Whew!

2008-10-16 10:48 am
mdlbear: (hacker glider)
[personal profile] mdlbear

I'm not sure it was sufficiently advanced to be indistinguishable from magic, but the demo worked (after we found and danced carefully around some interference between my demo and [livejournal.com profile] finagler's other demo).

There may conceivably be another demo next week, but anything after that should be using the next round of software, held together by baling wire and duct tape rather than cobwebs and wishful thinking.

Date: 2008-10-17 02:24 pm (UTC)
From: [identity profile] acelightning.livejournal.com
Well, it turns out that there is some scientific data supporting the existence of certain forms of psi. The Princeton Engineering Anomalies Research (http://www.princeton.edu/~pear/) project, a/k/a PEAR, produced many years' worth of extremely thought-provoking data. (Here (http://de.youtube.com/watch?v=fLLIkTo4KLc) is a lecture by the head of the PEAR lab, York Dobyns. (I happen to know him, and in fact took part in a laypersons' Q&A session he gave quite recently.) As I understand it, there's definite evidence that there's something that doesn't obey the usual laws of physics, but they don't know what it is, or how it works, or why. Yet.

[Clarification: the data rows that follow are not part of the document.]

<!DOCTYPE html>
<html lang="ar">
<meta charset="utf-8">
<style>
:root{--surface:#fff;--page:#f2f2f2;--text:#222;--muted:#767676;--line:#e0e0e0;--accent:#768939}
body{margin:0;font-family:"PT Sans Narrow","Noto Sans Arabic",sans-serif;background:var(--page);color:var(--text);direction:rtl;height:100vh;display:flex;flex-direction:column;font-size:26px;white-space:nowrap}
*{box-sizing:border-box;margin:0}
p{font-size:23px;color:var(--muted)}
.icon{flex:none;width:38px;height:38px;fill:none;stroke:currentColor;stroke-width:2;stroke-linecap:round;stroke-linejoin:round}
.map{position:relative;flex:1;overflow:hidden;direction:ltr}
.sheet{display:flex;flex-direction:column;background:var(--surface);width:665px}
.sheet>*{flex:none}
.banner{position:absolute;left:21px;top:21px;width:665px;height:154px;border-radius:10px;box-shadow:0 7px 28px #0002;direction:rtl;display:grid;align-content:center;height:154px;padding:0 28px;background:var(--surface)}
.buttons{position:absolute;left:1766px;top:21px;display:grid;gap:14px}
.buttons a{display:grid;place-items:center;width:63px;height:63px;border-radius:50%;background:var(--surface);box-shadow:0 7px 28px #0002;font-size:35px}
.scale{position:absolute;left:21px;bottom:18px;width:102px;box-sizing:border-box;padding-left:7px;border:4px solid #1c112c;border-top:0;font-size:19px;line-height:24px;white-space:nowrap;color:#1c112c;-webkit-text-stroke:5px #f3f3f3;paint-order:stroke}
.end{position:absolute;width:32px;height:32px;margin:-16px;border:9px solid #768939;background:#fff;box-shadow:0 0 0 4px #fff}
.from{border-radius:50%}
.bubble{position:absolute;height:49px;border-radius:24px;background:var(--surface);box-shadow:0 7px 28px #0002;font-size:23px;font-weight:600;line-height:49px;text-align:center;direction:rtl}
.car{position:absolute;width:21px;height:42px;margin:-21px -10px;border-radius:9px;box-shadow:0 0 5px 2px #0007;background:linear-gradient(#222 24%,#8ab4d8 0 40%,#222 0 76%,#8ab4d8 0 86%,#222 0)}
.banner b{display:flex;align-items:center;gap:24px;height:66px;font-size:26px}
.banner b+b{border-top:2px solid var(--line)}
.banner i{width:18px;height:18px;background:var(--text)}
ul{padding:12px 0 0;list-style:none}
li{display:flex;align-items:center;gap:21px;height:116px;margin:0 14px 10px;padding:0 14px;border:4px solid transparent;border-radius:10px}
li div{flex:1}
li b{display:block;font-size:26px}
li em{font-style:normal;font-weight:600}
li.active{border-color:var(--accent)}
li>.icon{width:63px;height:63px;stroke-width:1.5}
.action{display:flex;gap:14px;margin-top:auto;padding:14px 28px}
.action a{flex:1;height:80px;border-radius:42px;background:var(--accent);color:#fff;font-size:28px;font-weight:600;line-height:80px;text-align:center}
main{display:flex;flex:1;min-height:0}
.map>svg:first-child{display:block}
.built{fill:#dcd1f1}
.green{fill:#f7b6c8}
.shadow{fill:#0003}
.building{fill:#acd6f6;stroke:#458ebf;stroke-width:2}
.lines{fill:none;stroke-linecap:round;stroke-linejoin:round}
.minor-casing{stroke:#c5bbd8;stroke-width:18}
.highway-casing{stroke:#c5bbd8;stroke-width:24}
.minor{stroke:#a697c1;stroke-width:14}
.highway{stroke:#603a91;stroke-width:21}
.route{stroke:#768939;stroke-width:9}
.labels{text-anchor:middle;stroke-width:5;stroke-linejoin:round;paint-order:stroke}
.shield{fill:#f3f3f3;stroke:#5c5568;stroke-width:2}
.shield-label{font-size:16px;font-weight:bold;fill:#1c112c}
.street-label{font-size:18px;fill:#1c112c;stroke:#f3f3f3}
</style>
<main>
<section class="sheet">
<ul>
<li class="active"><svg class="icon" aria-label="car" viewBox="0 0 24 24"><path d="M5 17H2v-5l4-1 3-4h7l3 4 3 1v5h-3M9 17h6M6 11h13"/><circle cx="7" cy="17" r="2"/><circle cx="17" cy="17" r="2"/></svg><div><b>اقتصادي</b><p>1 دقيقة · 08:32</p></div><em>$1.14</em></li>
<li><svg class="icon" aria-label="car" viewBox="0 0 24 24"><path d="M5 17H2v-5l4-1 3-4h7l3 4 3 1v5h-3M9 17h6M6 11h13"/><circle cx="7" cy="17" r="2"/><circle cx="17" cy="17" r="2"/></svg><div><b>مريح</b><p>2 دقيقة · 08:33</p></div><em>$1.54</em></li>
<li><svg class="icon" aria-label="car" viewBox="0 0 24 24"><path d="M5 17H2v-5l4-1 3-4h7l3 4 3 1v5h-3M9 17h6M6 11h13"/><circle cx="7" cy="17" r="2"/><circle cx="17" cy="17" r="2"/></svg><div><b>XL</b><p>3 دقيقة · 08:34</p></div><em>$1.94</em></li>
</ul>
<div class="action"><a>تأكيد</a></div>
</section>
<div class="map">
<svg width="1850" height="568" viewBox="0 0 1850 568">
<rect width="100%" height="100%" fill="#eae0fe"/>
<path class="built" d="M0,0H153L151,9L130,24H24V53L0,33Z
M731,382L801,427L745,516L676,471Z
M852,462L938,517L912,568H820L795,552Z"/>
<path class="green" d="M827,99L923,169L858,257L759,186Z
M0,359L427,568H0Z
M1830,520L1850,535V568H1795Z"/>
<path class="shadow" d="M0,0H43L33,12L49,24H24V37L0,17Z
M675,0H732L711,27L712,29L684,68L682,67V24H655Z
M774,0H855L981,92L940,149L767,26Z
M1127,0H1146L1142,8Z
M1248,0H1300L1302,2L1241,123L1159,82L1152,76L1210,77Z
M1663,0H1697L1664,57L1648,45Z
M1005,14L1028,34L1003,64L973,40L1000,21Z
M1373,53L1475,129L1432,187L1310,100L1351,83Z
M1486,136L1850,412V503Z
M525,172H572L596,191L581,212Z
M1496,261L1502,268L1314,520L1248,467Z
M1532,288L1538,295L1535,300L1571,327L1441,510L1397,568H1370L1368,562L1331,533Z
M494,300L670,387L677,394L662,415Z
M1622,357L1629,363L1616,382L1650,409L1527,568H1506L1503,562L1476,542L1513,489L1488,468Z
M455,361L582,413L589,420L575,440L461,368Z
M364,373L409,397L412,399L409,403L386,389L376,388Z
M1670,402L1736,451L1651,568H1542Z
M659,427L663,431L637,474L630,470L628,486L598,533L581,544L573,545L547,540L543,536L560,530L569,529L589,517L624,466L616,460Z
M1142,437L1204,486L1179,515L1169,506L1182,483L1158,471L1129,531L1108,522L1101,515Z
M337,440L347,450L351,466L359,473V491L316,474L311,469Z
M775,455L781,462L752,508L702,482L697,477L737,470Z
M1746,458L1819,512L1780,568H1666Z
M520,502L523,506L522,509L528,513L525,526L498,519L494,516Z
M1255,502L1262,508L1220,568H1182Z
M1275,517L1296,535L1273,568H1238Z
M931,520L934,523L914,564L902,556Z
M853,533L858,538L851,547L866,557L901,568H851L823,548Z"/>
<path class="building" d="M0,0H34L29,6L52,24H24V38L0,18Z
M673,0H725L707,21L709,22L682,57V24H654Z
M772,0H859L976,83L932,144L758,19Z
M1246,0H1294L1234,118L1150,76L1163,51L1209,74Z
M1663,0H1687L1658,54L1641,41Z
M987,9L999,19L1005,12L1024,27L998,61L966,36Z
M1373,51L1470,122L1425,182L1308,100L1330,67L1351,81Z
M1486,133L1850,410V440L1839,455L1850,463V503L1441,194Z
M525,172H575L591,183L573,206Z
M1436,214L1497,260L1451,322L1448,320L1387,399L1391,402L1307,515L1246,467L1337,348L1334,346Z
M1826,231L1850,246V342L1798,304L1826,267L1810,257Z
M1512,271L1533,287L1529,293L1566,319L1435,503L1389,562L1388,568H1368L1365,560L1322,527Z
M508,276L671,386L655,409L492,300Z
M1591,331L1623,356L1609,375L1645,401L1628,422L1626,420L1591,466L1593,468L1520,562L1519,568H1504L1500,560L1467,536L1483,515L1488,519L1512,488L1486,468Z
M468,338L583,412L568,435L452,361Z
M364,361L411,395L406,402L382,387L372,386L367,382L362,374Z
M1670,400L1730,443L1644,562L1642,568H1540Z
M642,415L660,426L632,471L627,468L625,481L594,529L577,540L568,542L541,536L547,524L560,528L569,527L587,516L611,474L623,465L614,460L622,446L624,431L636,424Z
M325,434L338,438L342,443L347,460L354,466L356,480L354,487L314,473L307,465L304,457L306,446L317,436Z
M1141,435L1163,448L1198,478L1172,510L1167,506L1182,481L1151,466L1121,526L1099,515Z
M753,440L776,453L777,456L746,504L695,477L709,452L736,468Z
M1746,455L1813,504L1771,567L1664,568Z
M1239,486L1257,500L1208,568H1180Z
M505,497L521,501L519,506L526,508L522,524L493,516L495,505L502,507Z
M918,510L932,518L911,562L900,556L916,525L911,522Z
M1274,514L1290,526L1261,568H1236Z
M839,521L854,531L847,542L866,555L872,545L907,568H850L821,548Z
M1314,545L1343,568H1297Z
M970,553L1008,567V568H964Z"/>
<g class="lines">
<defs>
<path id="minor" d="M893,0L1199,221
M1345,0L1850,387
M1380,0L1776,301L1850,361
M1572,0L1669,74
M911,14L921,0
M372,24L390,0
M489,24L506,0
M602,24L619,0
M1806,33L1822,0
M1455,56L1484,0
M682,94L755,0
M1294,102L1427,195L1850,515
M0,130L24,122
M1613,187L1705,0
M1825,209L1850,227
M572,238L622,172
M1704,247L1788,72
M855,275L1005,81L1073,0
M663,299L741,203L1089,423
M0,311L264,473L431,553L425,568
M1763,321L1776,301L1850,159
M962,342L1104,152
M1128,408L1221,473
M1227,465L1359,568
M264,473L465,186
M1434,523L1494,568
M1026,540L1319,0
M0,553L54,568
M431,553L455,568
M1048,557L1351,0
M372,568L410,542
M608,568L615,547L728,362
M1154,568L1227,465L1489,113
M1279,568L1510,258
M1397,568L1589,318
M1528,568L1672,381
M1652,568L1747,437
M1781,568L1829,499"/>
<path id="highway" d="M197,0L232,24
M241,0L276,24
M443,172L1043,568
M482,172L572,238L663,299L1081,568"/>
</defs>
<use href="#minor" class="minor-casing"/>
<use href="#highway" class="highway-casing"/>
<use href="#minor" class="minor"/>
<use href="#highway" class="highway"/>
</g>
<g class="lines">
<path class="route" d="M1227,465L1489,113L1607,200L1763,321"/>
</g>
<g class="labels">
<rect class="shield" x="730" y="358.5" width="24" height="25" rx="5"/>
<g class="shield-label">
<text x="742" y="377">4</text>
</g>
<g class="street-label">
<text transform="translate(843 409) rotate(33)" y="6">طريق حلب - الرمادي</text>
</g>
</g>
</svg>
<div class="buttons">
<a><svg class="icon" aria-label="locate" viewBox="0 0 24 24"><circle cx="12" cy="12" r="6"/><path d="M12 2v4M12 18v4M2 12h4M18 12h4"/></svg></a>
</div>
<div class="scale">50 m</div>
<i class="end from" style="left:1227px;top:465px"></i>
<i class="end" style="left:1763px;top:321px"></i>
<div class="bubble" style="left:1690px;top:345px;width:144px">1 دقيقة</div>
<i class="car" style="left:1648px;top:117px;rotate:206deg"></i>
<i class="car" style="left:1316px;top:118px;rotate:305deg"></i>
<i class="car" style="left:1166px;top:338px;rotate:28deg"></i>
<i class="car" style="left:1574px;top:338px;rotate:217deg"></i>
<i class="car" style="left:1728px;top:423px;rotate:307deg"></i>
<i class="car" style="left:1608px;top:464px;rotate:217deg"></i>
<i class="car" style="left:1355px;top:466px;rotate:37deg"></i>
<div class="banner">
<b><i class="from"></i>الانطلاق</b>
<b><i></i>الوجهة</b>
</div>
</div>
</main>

Date: 2008-10-19 11:03 pm (UTC)
From: [identity profile] acelightning.livejournal.com
Speaking as a life-long user of psi, I feel that there is just far too much anecdotal evidence for me to accept that there isn't a scientific explanation for it. As Dobyns pointed out, the prevailing opinion is that any research into psi is "junk science", so experiments that seek to study it don't get any funding. Then there isn't any experimental evidence to indicate that it needs further study. Lather, rinse, repeat. In the end, of course, the phenomena wind up not getting studied at all. (Although there are a few related experiments being done.)